Argent coulé et repoussé, ciselé. H. totale 145 cm. (couronnement : 25).
Liège, Université.



Photo Philippe Herbet © Collections artistiques de l'Université de Liège


On nomme "masses" les sceptres académiques, et "massiers" ceux qui les portent dans les grandes circonstances. Notre Université en a deux, exactement pareilles ; elle comptait deux Facultés à l'époque de leur création. Le projet en a été demandé au sculpteur Léonard Jéhotte, à l'honneur ailleurs dans le présent catalogue ; une inscription le rappelle. L'exécution en a été confiée à un orfèvre liégeois qui n'est pas particulièrement réputé. Sa naissance se situe en 1746, son décès en 1828. Son poinçon se relève à côté des marques officielles en vigueur de 1815 à 1832 : la garantie (gros et menus ouvrages) et le 2e titre de l'argent. Ce sont les initiales I et S dans un losange en largeur. Avant de l'adopter, l'orfèvre en avait eu trois autres : les mêmes initiales sous une couronne au temps des derniers princes-évêques ; IS dans un rectangle et S dans un losange debout pendant la période française, bien présents sur la première des deux plaques d'insculpation (case 14).

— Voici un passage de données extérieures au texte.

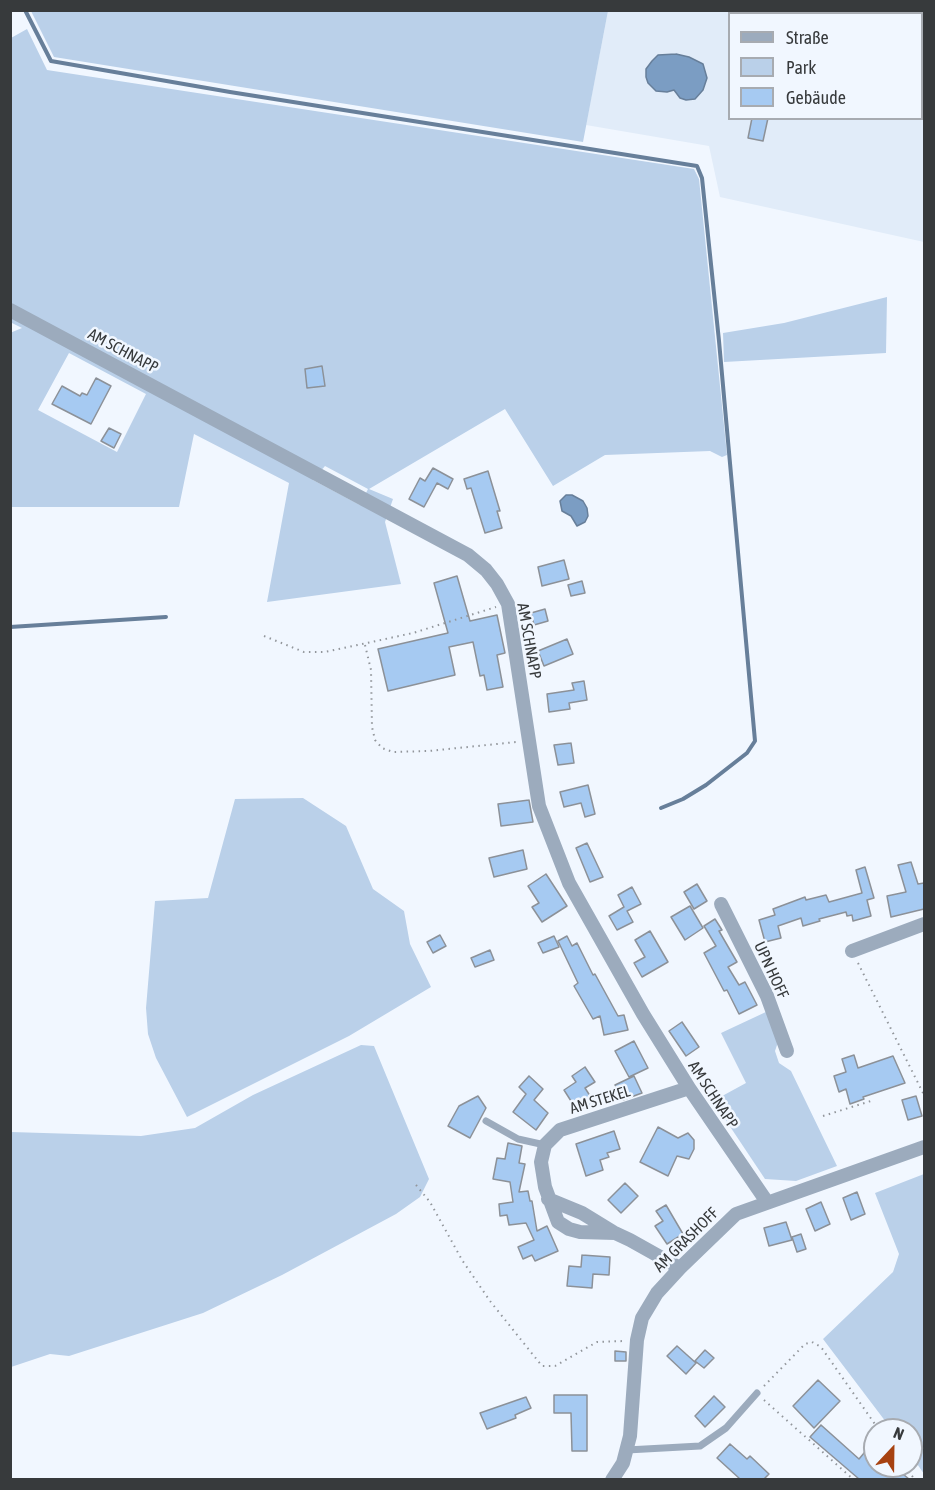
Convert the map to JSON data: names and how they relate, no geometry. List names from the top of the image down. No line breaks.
{"streets":{"street":["AM SCHNAPP","UPN HOFF","AM STEKEL","AM GRASHOFF"]},"crossings":[["AM SCHNAPP","AM STEKEL"],["AM SCHNAPP","AM GRASHOFF"]],"legend":["Straße","Park","Gebäude"],"north":"top"}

Au sommet trône une figure allégorique : l'Université (plutôt que la Science), une imposante jeune femme qui tient d'une main le grand livre de la Science et de l'autre une sphère qui matérialise la formule UNIVERSIS DISCIPLINIS ; à ses pieds une lampe antique et deux couronnes de laurier empilées (allusion à la remise des diplômes, comme dans la grande grisaille qui décore depuis 1823 la Salle académique) ; c'est là qu'est inscrit le nom de Jéhotte. D'autres allégories, celles des différentes disciplines enseignées (et non pas celles des sciences), se voient un peu plus bas, sur un nœud cylindrique ; des inscriptions aident ceux qui savent le latin à s'y retrouver. La hampe en bois noir est rehaussée d'ornements d'argent. Le style néoclassique règne en maître. Quand la Belgique est née de l'effondrement du royaume créé par le Congrès de Vienne, son blason et sa devise ont remplacé les originaux. En 1990, une légère restauration a été commandée à l'orfèvre F. Ancion à Trooz.

Comme l'écrivent les auteurs du monumental Corpus publié par l'Académie des Sciences de Heidelberg, "Es ist ein Meisterwerk".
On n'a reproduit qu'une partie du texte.